**REQUIREMENT:** Repeat verbatim only the lines from the opening of the material below through the one that contains "0 #979274) drop-shadow(-2px".

**DATA SUPPLIED:**

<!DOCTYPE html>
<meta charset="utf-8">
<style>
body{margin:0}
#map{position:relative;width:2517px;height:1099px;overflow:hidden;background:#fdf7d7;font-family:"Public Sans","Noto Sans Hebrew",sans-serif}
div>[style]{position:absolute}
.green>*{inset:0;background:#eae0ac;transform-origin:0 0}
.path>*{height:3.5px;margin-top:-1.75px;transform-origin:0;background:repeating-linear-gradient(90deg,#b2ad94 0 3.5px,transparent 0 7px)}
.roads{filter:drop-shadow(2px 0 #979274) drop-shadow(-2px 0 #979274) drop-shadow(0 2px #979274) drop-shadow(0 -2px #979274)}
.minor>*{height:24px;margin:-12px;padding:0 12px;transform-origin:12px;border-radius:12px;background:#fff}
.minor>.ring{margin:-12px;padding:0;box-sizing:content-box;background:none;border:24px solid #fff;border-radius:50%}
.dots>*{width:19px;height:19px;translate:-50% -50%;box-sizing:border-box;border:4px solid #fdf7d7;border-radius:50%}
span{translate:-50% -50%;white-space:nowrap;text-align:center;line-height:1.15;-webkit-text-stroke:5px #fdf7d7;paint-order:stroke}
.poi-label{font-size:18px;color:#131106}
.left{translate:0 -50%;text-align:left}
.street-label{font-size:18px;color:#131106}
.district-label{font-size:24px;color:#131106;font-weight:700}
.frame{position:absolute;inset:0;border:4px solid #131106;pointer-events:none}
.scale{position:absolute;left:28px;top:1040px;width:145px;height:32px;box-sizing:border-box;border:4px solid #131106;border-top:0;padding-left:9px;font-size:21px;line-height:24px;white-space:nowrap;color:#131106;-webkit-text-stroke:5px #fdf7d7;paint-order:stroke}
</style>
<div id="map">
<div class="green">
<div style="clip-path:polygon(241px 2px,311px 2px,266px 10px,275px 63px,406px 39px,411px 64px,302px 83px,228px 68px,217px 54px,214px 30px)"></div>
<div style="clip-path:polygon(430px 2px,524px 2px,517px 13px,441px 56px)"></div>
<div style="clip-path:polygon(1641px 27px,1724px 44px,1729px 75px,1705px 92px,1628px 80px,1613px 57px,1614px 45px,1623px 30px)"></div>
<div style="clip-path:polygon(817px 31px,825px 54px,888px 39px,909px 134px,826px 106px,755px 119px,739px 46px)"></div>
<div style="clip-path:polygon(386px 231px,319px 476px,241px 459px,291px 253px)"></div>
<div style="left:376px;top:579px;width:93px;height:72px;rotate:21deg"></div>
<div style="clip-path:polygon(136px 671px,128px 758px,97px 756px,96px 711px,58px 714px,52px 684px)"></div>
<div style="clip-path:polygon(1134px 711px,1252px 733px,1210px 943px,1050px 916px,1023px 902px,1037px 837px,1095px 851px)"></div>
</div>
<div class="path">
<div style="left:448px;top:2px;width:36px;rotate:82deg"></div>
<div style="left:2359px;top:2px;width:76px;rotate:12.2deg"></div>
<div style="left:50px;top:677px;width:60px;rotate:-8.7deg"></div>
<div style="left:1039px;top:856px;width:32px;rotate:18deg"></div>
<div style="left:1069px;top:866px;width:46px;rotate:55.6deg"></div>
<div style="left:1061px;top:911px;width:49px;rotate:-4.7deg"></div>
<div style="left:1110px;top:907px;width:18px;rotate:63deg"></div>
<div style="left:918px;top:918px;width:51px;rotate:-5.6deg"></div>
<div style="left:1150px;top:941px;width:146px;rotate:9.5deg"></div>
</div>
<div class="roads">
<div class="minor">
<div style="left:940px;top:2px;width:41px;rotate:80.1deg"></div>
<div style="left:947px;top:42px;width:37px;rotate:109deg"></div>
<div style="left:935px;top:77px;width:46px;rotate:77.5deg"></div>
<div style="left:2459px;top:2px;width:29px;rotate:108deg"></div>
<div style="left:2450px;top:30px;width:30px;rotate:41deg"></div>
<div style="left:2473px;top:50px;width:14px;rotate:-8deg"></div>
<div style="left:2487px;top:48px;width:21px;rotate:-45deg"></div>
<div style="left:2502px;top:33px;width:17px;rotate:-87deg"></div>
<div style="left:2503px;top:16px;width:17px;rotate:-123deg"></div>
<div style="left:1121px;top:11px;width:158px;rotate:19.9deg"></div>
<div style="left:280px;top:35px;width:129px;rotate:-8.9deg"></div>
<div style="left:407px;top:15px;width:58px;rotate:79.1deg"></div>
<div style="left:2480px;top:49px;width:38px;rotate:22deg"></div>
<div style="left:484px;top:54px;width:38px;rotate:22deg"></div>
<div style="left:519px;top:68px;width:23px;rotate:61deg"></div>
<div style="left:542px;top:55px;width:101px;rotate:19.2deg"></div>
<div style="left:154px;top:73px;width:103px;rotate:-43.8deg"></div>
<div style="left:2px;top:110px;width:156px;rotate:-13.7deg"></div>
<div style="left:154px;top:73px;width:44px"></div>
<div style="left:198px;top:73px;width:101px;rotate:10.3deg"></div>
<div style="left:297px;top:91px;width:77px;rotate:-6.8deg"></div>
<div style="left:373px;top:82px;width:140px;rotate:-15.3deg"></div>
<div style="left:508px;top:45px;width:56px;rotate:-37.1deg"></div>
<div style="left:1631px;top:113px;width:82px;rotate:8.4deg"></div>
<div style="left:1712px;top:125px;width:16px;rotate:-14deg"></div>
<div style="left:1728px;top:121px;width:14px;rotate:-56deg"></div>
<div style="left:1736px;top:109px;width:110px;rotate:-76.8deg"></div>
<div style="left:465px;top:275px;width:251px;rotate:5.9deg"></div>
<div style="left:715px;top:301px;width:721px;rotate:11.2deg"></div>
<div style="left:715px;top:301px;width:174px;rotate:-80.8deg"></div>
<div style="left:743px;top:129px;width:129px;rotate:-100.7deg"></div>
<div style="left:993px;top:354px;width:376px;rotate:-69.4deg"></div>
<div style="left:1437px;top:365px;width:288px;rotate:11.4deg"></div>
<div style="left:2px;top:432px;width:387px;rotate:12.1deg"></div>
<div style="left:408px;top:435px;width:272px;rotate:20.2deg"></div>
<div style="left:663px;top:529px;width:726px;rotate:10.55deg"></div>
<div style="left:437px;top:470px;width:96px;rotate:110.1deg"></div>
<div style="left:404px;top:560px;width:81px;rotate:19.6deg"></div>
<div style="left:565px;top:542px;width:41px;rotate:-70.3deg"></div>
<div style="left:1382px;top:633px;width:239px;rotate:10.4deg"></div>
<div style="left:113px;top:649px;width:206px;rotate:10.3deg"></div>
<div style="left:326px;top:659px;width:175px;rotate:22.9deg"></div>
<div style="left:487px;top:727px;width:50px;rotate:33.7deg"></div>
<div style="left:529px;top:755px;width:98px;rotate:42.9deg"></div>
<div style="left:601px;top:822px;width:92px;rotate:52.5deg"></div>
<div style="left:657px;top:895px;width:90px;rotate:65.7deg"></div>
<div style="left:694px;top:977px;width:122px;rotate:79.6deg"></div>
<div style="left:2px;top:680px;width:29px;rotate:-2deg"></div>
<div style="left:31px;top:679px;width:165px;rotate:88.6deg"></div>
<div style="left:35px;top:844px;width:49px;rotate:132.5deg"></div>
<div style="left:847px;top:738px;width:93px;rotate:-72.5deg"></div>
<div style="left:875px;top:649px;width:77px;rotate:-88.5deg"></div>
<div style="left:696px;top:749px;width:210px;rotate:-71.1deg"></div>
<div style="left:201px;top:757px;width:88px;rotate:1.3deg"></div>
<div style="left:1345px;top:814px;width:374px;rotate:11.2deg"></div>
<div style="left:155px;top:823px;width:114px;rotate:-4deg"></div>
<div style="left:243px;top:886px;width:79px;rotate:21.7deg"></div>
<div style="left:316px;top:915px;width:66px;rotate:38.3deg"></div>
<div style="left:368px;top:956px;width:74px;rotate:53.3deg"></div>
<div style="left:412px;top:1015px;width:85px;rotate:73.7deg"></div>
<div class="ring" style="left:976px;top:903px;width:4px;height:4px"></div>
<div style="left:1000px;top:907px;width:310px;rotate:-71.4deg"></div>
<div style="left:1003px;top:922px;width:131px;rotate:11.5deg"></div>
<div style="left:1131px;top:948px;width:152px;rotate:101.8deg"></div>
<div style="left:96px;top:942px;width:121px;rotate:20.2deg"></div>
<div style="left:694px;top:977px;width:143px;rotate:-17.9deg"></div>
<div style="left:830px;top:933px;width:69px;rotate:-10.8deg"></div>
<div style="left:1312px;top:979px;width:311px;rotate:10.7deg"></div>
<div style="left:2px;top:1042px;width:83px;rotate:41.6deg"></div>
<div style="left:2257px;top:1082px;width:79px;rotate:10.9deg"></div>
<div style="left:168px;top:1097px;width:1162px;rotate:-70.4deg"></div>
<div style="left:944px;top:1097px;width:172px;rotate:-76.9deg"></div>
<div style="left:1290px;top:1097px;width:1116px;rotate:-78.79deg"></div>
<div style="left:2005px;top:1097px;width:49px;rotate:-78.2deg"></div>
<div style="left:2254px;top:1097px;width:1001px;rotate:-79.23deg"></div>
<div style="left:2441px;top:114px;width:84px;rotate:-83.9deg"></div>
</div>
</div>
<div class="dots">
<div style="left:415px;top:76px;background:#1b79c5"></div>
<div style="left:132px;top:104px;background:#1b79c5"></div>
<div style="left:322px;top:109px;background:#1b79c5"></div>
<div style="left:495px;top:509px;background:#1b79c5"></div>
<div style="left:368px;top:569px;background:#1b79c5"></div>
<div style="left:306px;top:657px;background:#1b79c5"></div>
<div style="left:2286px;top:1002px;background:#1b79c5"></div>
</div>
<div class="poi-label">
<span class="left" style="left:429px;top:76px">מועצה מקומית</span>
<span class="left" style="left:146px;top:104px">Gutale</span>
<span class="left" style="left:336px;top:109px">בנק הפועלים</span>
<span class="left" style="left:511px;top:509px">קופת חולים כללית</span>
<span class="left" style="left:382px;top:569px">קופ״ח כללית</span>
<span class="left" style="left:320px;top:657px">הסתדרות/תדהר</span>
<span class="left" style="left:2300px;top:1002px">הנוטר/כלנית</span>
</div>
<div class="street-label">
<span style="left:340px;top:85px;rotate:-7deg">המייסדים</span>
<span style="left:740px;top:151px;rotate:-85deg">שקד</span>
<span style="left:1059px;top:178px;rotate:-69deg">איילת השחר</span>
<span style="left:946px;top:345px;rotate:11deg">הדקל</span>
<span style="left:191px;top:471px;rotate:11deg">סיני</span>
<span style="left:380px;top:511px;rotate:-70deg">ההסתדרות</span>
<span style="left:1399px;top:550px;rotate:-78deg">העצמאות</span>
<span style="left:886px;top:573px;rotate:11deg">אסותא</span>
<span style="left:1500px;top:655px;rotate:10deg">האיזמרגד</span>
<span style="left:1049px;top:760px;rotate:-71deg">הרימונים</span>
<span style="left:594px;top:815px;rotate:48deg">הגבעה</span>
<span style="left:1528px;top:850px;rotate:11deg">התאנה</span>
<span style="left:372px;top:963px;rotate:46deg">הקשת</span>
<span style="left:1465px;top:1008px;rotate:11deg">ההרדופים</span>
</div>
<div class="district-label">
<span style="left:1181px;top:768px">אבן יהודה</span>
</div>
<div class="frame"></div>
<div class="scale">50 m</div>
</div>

**EXPECTED OUTPUT:**
<!DOCTYPE html>
<meta charset="utf-8">
<style>
body{margin:0}
#map{position:relative;width:2517px;height:1099px;overflow:hidden;background:#fdf7d7;font-family:"Public Sans","Noto Sans Hebrew",sans-serif}
div>[style]{position:absolute}
.green>*{inset:0;background:#eae0ac;transform-origin:0 0}
.path>*{height:3.5px;margin-top:-1.75px;transform-origin:0;background:repeating-linear-gradient(90deg,#b2ad94 0 3.5px,transparent 0 7px)}
.roads{filter:drop-shadow(2px 0 #979274) drop-shadow(-2px 0 #979274) drop-shadow(0 2px #979274) drop-shadow(0 -2px #979274)}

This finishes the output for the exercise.